Please give every line below again exactly, but not its pictures.

**** RECORD EXTRACTS

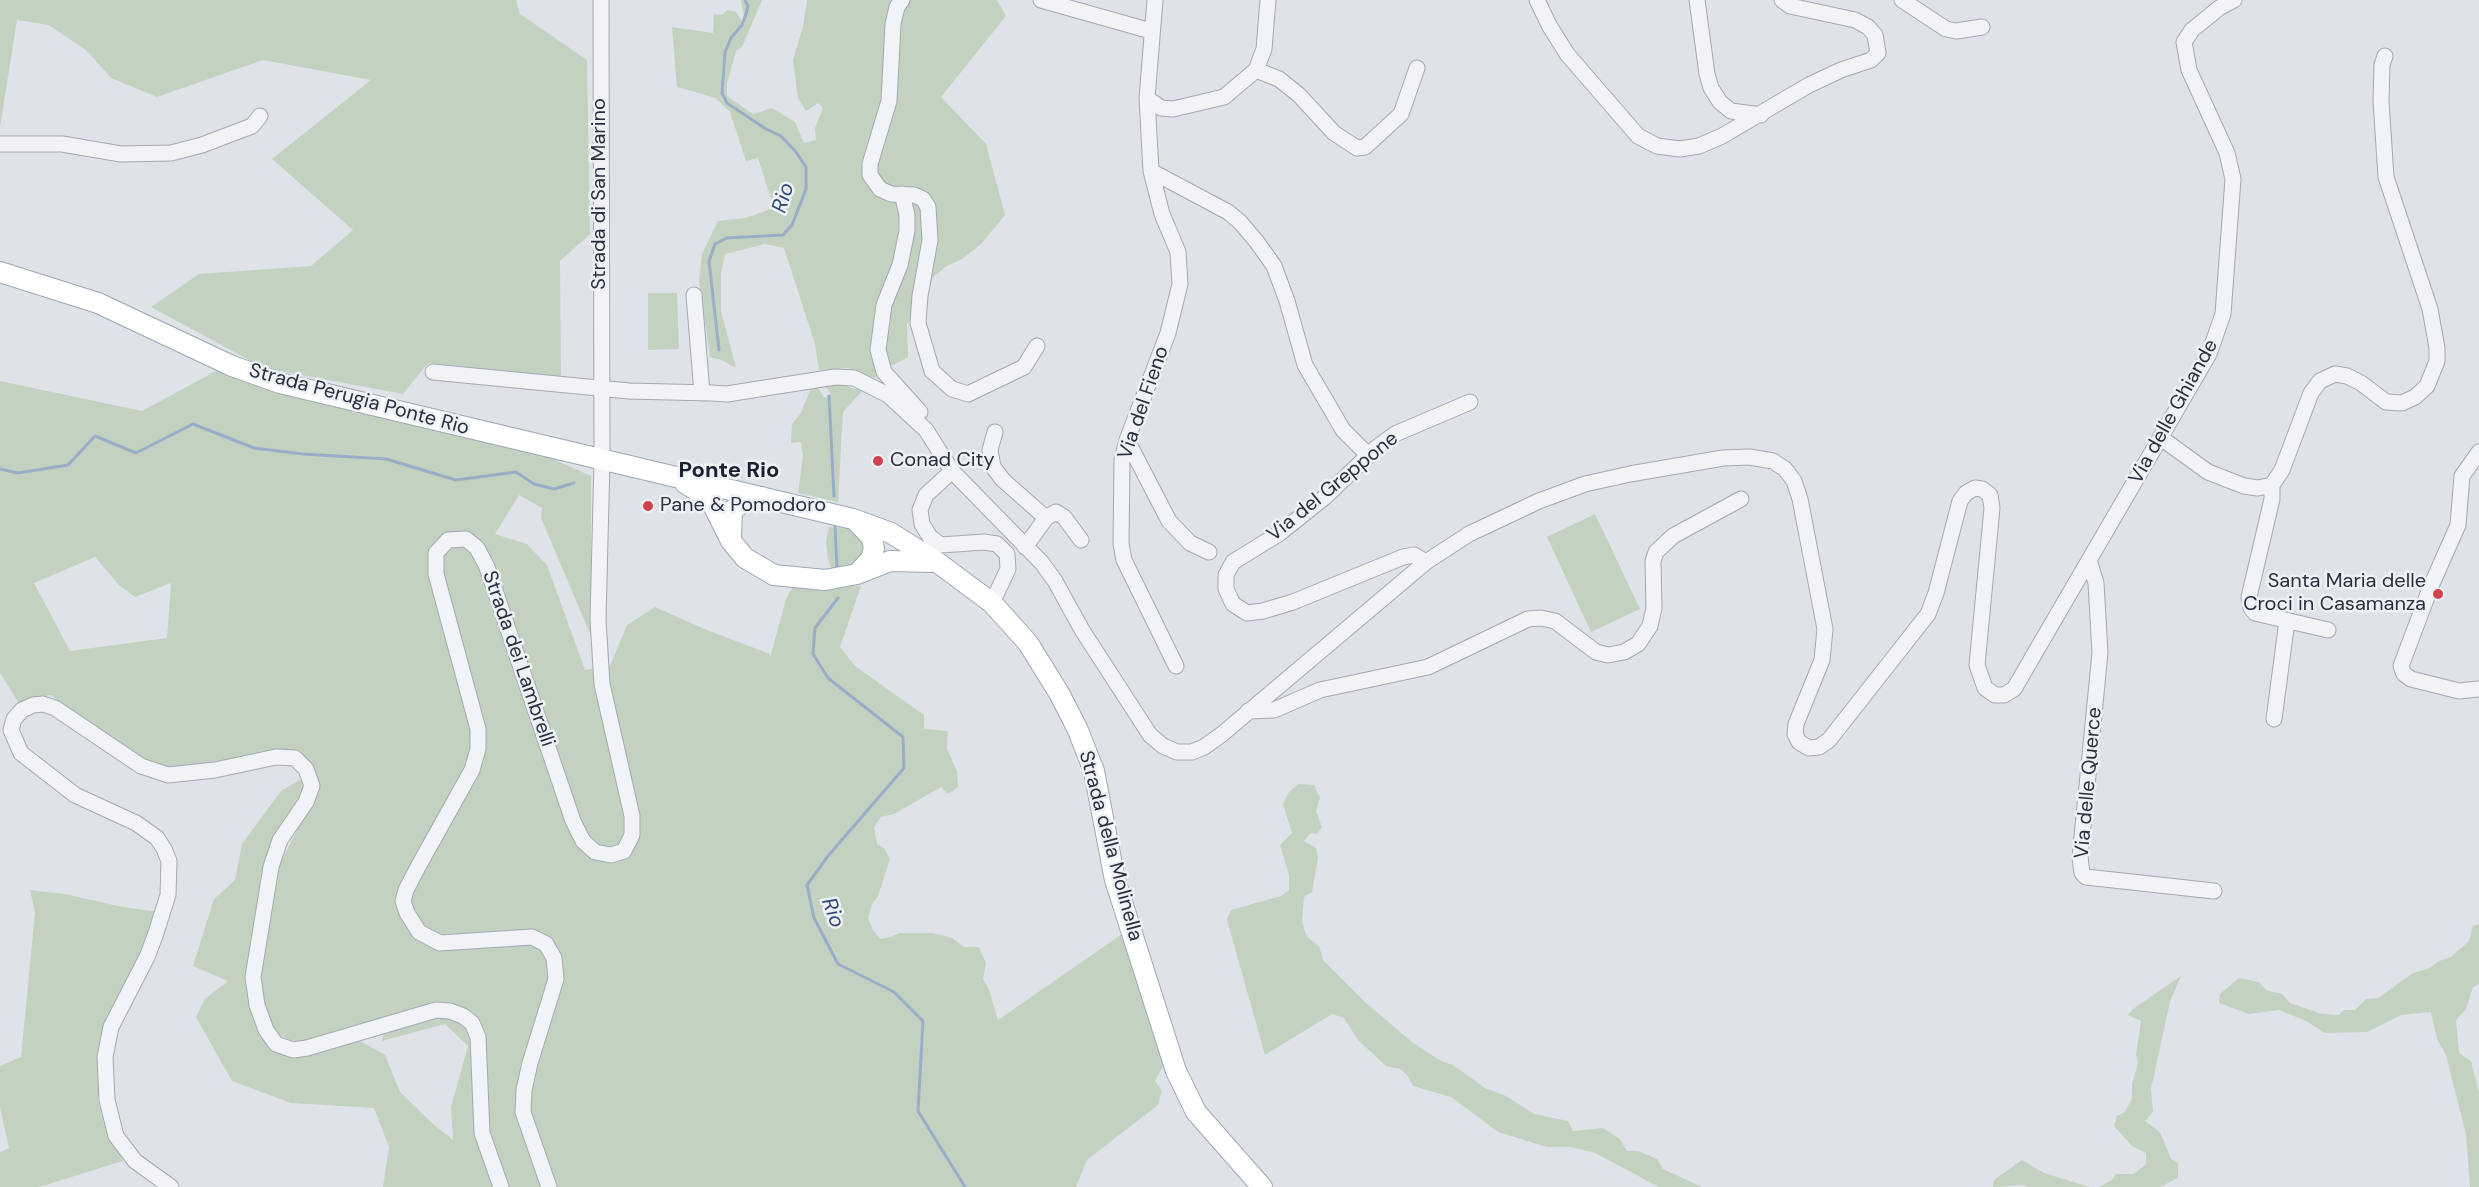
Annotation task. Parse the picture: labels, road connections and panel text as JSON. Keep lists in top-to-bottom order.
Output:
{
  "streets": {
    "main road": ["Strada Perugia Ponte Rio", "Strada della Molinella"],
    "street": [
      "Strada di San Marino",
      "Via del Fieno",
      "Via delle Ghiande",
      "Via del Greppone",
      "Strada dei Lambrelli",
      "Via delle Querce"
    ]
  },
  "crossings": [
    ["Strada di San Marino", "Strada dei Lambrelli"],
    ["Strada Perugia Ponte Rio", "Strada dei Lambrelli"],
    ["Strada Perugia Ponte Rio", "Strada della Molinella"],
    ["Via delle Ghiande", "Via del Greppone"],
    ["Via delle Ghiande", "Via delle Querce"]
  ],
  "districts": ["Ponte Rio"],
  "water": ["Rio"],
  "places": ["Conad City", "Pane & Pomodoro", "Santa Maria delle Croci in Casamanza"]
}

********

TASK RESULT -
Annotation task. Parse the picture: labels, road connections and panel text as JSON. Keep lists in top-to-bottom order.
Output:
{
  "streets": {
    "main road": ["Strada Perugia Ponte Rio", "Strada della Molinella"],
    "street": [
      "Strada di San Marino",
      "Via del Fieno",
      "Via delle Ghiande",
      "Via del Greppone",
      "Strada dei Lambrelli",
      "Via delle Querce"
    ]
  },
  "crossings": [
    ["Strada di San Marino", "Strada dei Lambrelli"],
    ["Strada Perugia Ponte Rio", "Strada dei Lambrelli"],
    ["Strada Perugia Ponte Rio", "Strada della Molinella"],
    ["Via delle Ghiande", "Via del Greppone"],
    ["Via delle Ghiande", "Via delle Querce"]
  ],
  "districts": ["Ponte Rio"],
  "water": ["Rio"],
  "places": ["Conad City", "Pane & Pomodoro", "Santa Maria delle Croci in Casamanza"]
}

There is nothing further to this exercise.